The Three Pillars: Logs, Metrics, Traces
The three pillars answer different questions, and none replaces another.
Logs say what happened, with context. They belong structured as JSON, not as free text, otherwise they are not searchable. A log with fields for request ID, user ID, and duration can be filtered, a glued-together string cannot.
Metrics are aggregated numbers over time. Request rate, error rate, latency percentiles, queue depth. They are cheap to store and fast to aggregate, but they have no detail. A metric says the error rate has risen to five percent, not why.
Traces show the path of a single request through all services and dependencies, with the time per span. That is the pillar that answers "why is exactly this request slow", and the one missing in most mid-sized setups.
The actual value lies in the connection. An alarm on a metric leads to the trace, the trace leads to the log with the same trace ID. Only when the three connect do three data sources become a tool. That connection used to be manual work and has become standard with OpenTelemetry.
The Standard in 2026: OpenTelemetry
What OpenTelemetry Solves
OpenTelemetry is a vendor-neutral standard to generate, collect, and export logs, metrics, and traces. The point is the separation: you instrument the app once to the standard, and the backend is a configuration question, not a code decision. Instrument with OpenTelemetry today, and you can switch from CloudWatch to Grafana or Datadog tomorrow without touching a line of application code.
X-Ray in Maintenance Mode
This is no longer a theoretical advantage. The X-Ray SDKs and the X-Ray daemon formally entered maintenance mode in 2026. AWS recommends migrating to AWS Distro for OpenTelemetry, ADOT for short, the AWS distribution of the OpenTelemetry Collector. Anyone setting up a new project no longer instruments with the X-Ray SDK, but with OpenTelemetry. Anyone with an existing one plans the migration.
What CloudWatch Caught Up On in 2026
AWS has built out the native side considerably. CloudWatch now accepts OpenTelemetry across all three pillars, via OTLP, the OpenTelemetry protocol. One protocol for logs, metrics, and traces. The part that matters most in practice: OTLP metrics allow up to 150 labels, compared to the 30-dimension limit of classic CloudWatch custom metrics. That difference is what makes high-cardinality Kubernetes and microservice workloads manageable at all. On top comes PromQL support, so you can query CloudWatch metrics with the Prometheus query language.
The ADOT Collector at the Core
The Pipeline
The collector is the middleman between app and backend. The app sends its telemetry as OTLP to the collector, over gRPC on port 4317 or HTTP on port 4318. The collector processes it and exports it onward. The app itself does not know the backend, it only knows the collector.

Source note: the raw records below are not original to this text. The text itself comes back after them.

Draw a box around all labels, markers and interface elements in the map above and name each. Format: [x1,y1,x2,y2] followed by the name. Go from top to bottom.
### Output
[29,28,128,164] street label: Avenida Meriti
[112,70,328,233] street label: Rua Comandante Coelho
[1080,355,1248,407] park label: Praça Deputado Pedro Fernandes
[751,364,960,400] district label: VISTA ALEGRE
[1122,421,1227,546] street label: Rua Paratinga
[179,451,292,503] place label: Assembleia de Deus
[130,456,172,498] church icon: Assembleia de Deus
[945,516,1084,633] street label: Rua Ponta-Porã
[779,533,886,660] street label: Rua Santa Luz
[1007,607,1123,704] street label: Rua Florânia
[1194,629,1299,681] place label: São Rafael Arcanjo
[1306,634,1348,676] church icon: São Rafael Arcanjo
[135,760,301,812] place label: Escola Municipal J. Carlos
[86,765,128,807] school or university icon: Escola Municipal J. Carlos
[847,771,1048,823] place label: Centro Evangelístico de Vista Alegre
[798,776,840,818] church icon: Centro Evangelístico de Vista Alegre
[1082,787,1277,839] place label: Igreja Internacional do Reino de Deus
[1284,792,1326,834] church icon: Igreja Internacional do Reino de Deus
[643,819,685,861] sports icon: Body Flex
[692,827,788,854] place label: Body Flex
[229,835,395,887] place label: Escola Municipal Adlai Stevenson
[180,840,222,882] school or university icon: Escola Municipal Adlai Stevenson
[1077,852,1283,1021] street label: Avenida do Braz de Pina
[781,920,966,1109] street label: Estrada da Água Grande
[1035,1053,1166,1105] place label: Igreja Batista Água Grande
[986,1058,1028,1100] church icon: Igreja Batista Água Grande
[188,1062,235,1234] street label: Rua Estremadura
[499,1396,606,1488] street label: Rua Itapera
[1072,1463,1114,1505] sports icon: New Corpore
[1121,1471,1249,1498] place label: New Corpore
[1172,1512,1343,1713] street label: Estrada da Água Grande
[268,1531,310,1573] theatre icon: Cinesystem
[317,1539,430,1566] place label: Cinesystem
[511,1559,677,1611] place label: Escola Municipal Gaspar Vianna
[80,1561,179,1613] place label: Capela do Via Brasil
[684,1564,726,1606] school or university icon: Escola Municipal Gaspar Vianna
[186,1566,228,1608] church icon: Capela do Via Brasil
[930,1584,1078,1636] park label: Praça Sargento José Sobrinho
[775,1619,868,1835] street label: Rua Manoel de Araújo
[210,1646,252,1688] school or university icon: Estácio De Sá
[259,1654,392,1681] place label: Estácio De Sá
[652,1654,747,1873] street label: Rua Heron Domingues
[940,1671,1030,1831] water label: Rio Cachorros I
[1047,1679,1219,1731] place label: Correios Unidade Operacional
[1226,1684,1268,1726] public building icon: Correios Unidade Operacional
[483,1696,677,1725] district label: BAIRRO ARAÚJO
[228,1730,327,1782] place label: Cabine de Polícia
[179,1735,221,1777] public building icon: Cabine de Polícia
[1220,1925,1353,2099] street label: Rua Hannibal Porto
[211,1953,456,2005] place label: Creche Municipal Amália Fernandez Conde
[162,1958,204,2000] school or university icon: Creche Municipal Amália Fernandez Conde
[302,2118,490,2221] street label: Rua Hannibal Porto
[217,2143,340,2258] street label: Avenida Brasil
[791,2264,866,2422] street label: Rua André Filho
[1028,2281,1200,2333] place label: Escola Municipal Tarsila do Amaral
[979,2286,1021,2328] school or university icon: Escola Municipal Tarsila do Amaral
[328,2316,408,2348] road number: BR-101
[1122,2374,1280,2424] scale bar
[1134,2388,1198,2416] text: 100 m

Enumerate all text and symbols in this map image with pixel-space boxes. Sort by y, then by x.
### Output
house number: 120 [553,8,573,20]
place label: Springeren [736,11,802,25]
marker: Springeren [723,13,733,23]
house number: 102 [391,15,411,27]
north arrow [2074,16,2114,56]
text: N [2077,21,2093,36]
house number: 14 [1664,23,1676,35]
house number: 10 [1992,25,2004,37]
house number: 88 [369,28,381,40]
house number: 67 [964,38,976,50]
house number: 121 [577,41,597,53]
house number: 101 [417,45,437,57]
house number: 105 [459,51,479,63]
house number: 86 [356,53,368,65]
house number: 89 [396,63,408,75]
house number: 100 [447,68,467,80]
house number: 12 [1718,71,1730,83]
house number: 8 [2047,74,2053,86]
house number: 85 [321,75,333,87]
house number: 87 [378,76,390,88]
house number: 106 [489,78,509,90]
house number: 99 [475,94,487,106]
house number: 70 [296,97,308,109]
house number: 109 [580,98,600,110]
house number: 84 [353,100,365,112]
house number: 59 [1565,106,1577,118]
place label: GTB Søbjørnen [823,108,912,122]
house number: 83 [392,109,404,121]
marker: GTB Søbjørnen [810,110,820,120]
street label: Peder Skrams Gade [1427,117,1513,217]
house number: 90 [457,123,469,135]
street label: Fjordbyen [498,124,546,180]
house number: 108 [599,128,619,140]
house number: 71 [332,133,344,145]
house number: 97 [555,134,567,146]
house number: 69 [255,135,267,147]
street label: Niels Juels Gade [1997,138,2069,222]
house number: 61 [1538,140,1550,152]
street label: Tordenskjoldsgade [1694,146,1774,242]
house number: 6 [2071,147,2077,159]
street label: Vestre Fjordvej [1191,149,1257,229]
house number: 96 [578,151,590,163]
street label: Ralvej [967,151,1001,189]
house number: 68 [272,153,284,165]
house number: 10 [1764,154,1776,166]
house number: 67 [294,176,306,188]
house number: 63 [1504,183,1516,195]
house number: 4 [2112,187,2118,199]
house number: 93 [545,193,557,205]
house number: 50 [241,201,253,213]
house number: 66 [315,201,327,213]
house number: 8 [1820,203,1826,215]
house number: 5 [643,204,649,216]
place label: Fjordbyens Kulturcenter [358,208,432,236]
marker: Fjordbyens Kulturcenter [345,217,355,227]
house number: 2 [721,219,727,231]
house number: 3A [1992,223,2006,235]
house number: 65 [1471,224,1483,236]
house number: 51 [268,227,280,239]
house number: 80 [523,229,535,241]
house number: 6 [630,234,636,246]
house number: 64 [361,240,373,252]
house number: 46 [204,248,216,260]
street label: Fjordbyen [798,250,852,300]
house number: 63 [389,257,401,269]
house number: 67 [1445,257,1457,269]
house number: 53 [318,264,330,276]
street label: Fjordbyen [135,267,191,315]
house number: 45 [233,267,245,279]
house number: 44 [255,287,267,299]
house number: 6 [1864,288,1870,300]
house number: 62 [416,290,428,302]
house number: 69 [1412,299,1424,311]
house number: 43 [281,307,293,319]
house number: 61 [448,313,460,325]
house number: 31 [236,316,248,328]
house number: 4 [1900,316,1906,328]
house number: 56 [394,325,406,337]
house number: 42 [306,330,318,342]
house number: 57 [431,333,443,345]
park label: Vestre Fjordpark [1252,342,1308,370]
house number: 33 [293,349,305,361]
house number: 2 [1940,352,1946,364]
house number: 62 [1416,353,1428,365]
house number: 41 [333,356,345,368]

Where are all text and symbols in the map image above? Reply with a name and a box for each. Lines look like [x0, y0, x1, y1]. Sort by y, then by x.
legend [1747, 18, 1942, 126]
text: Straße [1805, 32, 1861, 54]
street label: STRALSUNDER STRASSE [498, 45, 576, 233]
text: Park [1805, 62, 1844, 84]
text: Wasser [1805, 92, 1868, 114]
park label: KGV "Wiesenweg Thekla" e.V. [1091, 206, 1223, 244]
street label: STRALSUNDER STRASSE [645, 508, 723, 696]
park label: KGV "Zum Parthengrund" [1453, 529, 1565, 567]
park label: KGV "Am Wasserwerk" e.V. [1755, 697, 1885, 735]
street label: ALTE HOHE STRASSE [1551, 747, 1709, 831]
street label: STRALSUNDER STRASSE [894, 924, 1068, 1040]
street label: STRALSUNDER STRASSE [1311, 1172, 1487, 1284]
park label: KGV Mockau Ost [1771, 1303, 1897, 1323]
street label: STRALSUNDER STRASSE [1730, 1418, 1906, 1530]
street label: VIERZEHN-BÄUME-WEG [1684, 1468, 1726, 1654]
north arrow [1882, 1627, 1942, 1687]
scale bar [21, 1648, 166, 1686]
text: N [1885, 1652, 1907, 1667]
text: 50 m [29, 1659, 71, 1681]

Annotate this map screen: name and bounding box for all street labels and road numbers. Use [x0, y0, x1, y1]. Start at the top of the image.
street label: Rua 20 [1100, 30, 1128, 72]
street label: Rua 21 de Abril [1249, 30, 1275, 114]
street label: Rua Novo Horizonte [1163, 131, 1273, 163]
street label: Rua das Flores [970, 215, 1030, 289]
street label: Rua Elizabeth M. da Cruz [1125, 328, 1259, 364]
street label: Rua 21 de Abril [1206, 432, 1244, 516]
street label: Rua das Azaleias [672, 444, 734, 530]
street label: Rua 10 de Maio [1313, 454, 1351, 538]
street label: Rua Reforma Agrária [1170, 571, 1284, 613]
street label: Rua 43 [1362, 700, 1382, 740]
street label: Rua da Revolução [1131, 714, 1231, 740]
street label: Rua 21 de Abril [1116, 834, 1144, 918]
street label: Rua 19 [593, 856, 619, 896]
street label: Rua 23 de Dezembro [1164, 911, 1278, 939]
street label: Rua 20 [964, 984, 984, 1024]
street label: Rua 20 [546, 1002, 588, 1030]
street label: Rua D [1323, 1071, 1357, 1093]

The pipeline has three stages. A receiver takes the OTLP data. One or more processors batch, filter, and sample. One or more exporters send the data to the target, which can be CloudWatch, Amazon Managed Prometheus, or both in parallel. A minimal collector config looks like this:
receivers:
otlp:
protocols:
grpc:
endpoint: 0.0.0.0:4317
http:
endpoint: 0.0.0.0:4318
processors:
batch:
timeout: 10s
exporters:
awsemf:
namespace: laravel-production
log_group_name: /ecs/laravel/metrics
prometheusremotewrite:
endpoint: https://aps-workspaces.eu-central-1.amazonaws.com/workspaces/ws-xxxx/api/v1/remote_write
auth:
authenticator: sigv4auth
service:
pipelines:
metrics:
receivers: [otlp]
processors: [batch]
exporters: [awsemf, prometheusremotewrite]Sidecar on Fargate, DaemonSet on EKS
Where the collector runs depends on the platform. On Fargate it runs as a sidecar container in the same task definition as the app. The app sends to localhost:4317, the sidecar exports outward. On EKS the collector runs as a DaemonSet, that is, one collector pod per node, or as a central deployment for aggregating tasks.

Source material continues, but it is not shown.